**TASK DATA**
******************************

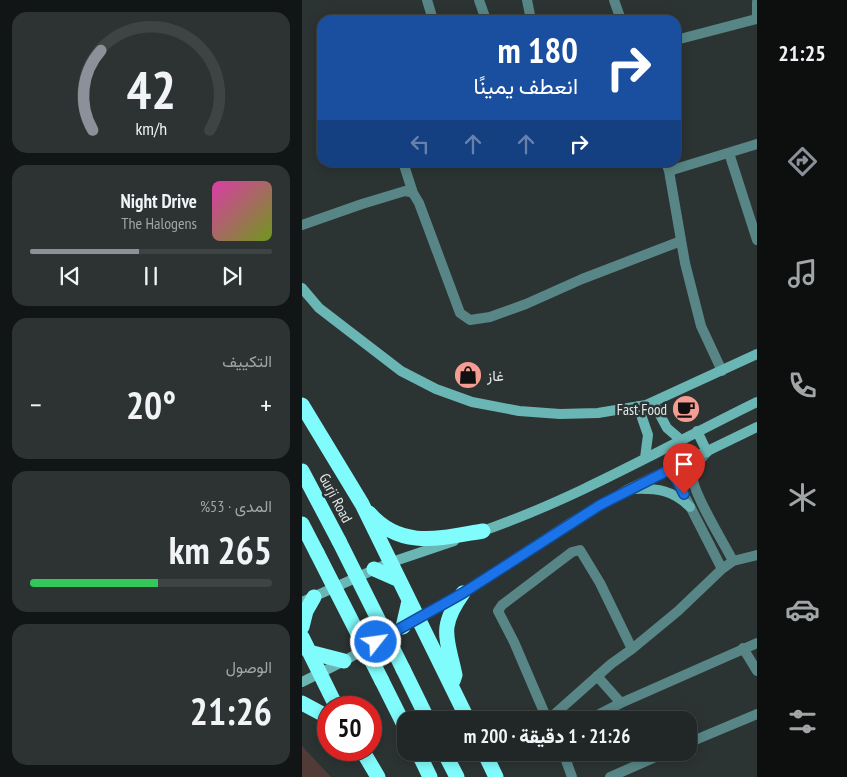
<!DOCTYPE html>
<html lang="ar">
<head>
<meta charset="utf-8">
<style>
  :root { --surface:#212626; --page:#2d3232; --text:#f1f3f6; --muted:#a2a5a7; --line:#3e4343; --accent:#8c9099 }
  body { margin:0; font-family:"PT Sans Narrow",Vazirmatn,sans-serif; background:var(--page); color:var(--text); direction:rtl; height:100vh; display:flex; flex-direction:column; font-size:19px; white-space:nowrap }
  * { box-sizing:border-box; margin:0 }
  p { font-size:16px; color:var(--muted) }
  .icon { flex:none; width:28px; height:28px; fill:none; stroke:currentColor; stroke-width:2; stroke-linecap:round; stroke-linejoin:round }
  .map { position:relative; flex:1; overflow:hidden; direction:ltr }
  .sheet { display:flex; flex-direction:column; gap:12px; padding:12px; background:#121515; width:302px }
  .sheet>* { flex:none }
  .guide { position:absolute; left:15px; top:15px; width:364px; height:152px; border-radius:15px; box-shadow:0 2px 12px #0003,0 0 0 1px var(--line); direction:rtl; background:#1a4fa0; color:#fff; overflow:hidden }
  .speed { position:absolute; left:15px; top:696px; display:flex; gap:10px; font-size:25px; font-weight:700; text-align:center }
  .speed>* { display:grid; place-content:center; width:65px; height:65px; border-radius:50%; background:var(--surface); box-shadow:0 2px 12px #0003,0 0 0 1px var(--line); line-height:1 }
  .speed .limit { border:8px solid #d22; background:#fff; color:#111 }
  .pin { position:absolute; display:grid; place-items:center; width:42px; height:42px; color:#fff; margin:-51px -21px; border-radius:50% 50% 50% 0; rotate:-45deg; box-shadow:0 0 5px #0007 }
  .pin .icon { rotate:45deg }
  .me { position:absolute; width:55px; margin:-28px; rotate:60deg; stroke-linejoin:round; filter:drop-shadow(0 0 4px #0008) }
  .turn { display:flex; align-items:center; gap:18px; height:105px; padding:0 20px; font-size:22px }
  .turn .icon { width:65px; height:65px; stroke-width:2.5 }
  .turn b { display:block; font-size:35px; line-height:42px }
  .lanes { display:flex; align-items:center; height:48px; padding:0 20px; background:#0003; justify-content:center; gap:25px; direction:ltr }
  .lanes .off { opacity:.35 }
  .big { font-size:38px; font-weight:800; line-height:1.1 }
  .sheet .tile { flex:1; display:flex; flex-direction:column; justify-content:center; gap:8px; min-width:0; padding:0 18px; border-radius:15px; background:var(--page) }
  .sheet .dial { align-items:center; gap:0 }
  .dial svg { height:130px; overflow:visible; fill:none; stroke:var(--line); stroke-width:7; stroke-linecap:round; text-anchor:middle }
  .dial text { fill:var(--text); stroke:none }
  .song { display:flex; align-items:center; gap:15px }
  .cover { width:60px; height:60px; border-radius:8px; background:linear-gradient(135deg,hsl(320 70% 55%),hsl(80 70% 35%)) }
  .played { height:5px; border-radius:2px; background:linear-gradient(90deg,var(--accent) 45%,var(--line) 45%) }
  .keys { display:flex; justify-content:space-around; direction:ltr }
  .heat { display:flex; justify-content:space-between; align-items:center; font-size:28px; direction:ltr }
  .charge { height:8px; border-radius:4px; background:linear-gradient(90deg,#34c759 53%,var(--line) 0) }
  .trip { position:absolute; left:95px; top:711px; width:300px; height:50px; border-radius:15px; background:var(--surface); box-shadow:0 2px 12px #0003,0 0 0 1px var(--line); font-weight:800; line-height:50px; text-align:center; direction:rtl }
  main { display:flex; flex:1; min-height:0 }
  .tab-bar { display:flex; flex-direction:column; width:90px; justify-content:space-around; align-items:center; background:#0d0f0f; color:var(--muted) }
  .tab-bar .icon { width:35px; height:35px }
  .tab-bar .active { color:var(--accent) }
  .tab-bar b { font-size:22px; color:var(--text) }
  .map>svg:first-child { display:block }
  .green { fill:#503b38 }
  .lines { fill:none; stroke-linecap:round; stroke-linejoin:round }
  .street { stroke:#588686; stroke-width:10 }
  .secondary { stroke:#6ab6b5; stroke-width:10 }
  .highway { stroke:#81fcfc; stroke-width:15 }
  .highway-bridge { stroke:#81fcfc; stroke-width:15 }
  .route-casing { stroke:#114b97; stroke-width:12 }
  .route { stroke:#1a73e8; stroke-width:9 }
  .labels { text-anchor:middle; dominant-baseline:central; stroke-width:5; stroke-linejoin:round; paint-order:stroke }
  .poi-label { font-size:15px; fill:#e4e9e8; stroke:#2c3333; text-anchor:start }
  .street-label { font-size:15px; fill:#e4e9e8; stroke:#2c3333 }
</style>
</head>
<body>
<main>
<nav class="tab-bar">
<b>21:25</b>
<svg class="icon active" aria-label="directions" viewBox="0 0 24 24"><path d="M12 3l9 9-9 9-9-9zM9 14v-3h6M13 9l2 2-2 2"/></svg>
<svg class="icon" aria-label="music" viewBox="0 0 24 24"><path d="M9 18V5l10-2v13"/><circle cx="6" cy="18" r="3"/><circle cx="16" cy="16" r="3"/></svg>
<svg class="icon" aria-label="phone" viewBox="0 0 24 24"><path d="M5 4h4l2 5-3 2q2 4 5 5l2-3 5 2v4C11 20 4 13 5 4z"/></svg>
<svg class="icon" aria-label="climate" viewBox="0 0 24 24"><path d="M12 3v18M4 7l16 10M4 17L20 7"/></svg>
<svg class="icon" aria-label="car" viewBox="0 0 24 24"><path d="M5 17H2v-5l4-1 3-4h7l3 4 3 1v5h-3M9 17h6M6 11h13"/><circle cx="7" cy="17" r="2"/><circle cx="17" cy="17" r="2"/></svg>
<svg class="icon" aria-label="filters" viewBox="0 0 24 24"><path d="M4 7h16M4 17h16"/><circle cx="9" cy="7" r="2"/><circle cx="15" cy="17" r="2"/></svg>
</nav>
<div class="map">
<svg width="455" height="777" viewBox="0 0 455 777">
  <rect width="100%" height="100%" fill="#2c3333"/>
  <!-- green -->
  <path class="green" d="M0,746L29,777H0Z"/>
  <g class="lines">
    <!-- street -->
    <path class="street" d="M125,0L131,20
      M177,0L184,20
      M225,0L229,20
      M312,0L319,20
      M455,2V19
      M374,40L454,19
      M427,153L455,240
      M101,162L111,193
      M364,162L367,171L383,263L399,326L420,371
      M367,171L455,144
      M0,225L60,204L103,191L111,193L117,203L158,313L168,320L188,317L224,304L280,279L379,241
      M405,452C397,460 391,468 391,479C392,495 423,545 431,561
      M369,469L420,569
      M441,648L455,671
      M295,676L319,703
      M245,719L212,642L196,611L200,605L270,552L278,550L298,583L330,649
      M246,720L309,664L330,649L376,611L420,569L431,561L455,555
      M286,720L319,703L455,643
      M386,743L455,714
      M261,752L270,777
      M308,777L365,752"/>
    <!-- secondary -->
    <path class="secondary" d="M0,288L17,308L99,371L134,389L170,402L217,411L258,414L296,413L344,405L455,354
      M351,402L365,428L379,440
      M336,406L346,435L343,458
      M395,431L405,452
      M331,489C355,488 371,490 388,507
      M175,533C272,500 363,447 455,402
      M0,602L87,563L152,541
      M0,682L42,661L161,593L270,522L325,490L455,427"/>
    <!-- highway -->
    <path class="highway" d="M0,405L60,504L166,720
      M0,471L37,541
      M67,513C99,550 139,538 181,531
      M0,524L15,553
      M72,569L97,580
      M0,627L4,611L12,597
      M101,627L107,601
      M0,637L35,708
      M7,652L42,661
      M101,669L126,720
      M80,681L104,729
      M151,681L153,675C145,637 136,628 161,593
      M0,703L26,717
      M60,750L76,777
      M116,752L128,777
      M142,752L155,777
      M182,752L194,777"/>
    <!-- highway-bridge -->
    <path class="highway-bridge" d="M37,541L101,669
      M15,553L80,681"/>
  </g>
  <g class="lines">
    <defs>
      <path id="route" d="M74,642L161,593L298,505L369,469L382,494"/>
    </defs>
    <!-- route casing -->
    <use href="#route" class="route-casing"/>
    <!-- route -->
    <use href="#route" class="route"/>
  </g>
  <!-- icons -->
  <defs>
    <symbol id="shop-disc" viewBox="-11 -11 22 22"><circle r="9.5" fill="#f59c93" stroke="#2c3333"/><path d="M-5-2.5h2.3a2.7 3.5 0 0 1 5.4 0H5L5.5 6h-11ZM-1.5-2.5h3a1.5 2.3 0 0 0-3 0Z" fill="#111"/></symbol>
    <symbol id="cafe-disc" viewBox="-11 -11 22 22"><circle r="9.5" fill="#f59c93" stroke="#2c3333"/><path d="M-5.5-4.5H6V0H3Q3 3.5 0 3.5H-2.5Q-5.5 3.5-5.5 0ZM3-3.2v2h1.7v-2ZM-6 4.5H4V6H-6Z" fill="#111"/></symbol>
  </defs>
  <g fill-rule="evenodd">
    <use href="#shop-disc" x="150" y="359" width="32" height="32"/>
    <use href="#cafe-disc" x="368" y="393" width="32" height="32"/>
  </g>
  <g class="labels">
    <!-- poi labels -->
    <g class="poi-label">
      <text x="185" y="375">غاز</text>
      <text x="365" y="409" text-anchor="end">Fast Food</text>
    </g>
    <!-- street labels -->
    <g class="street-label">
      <text transform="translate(34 498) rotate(62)">Gurji Road</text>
    </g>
  </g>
</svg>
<div class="speed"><div class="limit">50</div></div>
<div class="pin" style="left:382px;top:494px;background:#d93025"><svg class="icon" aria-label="arrive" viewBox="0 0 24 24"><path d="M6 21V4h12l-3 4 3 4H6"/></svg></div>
<svg class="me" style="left:74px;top:642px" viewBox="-20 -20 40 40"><circle r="17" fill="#1a73e8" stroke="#fff" stroke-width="3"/><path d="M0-11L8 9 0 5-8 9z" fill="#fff"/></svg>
<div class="trip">21:26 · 1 دقيقة · 200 m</div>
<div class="guide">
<div class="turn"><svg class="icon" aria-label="right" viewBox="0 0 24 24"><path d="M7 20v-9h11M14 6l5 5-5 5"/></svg><div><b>180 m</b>انعطف يمينًا</div></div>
<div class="lanes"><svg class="icon off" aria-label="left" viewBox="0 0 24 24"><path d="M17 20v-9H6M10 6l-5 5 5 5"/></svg><svg class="icon off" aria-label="ahead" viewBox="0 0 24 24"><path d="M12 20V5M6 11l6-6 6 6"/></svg><svg class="icon off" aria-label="ahead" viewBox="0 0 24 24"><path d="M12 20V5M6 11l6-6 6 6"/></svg><svg class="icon" aria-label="right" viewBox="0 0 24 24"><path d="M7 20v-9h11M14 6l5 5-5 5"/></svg></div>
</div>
</div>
<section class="sheet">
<div class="tile dial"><svg viewBox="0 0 100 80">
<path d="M14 69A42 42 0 1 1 86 69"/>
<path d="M14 69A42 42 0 0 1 19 20" stroke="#8c9099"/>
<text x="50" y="56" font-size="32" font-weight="700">42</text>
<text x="50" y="72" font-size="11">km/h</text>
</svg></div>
<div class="tile">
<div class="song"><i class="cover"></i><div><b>Night Drive</b><p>The Halogens</p></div></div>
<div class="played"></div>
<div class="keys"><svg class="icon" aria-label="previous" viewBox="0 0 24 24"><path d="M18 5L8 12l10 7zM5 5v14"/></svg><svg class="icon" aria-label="pause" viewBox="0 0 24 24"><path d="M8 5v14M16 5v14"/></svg><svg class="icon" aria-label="next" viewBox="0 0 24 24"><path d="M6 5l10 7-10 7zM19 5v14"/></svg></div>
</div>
<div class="tile"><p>التكييف</p>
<div class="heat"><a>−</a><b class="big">20°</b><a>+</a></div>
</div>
<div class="tile"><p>المدى · 53%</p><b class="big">265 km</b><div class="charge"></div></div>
<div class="tile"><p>الوصول</p><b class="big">21:26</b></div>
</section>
</main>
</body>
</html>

******************************

**TASK DIRECTIONS**
Repeat, word for word, the lines above between the line holding "display:flex; justify-content:space-around; direction:ltr" and the line holding "position:absolute; left:95px; top:711px;", inclusive; omit everything else.

**ANSWER**
  .keys { display:flex; justify-content:space-around; direction:ltr }
  .heat { display:flex; justify-content:space-between; align-items:center; font-size:28px; direction:ltr }
  .charge { height:8px; border-radius:4px; background:linear-gradient(90deg,#34c759 53%,var(--line) 0) }
  .trip { position:absolute; left:95px; top:711px; width:300px; height:50px; border-radius:15px; background:var(--surface); box-shadow:0 2px 12px #0003,0 0 0 1px var(--line); font-weight:800; line-height:50px; text-align:center; direction:rtl }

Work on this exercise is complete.